Friday, June 23, 2017

Nuts have been with us, always

I am on the email list for Literary Review, but they mostly now just contain links to old reviews from their archive.  This one, though, by the late John Mortimer in 1997, talking about a sensational defamation trial in England in 1918, is very amusing.  Not sure that I have heard of the Pemberton Billing trial before.  Some extracts:
Reference was made throughout the proceedings to a mysterious German ‘Black Book’, which was said to contain the names of 47,000 prominent British homosexuals, lesbians and secret agents working for the enemy. The names included, it was said, Asquith, Margot Asquith, Lord Haldane and many others of the great and good. When a Mrs Villiers-Stuart (later imprisoned for bigamy) shouted, from the witness box, that the judge’s name was in the book, the proceedings reached a level of insanity beyond anything achieved by Mr Justice Cocklecarrot....
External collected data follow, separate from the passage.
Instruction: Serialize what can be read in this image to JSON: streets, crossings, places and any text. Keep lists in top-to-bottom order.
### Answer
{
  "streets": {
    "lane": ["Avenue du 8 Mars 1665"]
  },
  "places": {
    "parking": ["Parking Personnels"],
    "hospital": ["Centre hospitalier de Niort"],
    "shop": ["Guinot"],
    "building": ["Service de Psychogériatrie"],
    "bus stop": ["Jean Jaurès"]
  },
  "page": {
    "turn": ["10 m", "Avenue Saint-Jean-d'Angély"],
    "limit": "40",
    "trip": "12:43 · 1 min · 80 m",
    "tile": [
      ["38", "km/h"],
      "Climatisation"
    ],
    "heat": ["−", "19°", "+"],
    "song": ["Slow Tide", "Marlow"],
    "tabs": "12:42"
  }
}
....Decadence, however that pejorative word is defined, is by no means synonymous with homosexuality.

Noel Pemberton Billing MP, of course, was sure that it was. He had been an actor, a barrister, the inventor of a ‘self-calculating pencil’ and a ‘flying boat’ which failed to take off. He had founded the Vigilante Society with an Admiral’s son called Henry Hamilton Beamish who believed that Britain was ruined by ‘Jewalisation’ and that the Jews were responsible for a quarter of the casualties in the war. The Vigilantes published a paper called the Imperialist, which announced ‘the existence in the “Cabinet Noir” of a certain German prince, a book which contains reports from the agents ‘who have infested this country for over twenty years’, agents spreading such debauchery and such lasciviousness as only German minds can conceive and only German bodies execute’.

Billing was anxious to spread his beliefs, not only to Parliament and the Press, but in the Courts of Law. His opportunity came when a private production of Oscar Wilde’s Salome, a play banned from the public by the Lord Chamberlain, was proposed. The Vigilante carried a paragraph mysteriously worded ‘The Cult of the Clitoris’ and went on: ‘To be a member of Maud Allan’s performances of Salome one has to apply to a Miss Valetta of 9, Duke Street, Adelphi, WC. If Scotland Yard were to seize the list of members, I have no doubt they would secure the names of several of the first 47,000 [in the Black Book].’ Maud Allan charged Billing with criminal libel and he decided to defend himself at the Old Bailey.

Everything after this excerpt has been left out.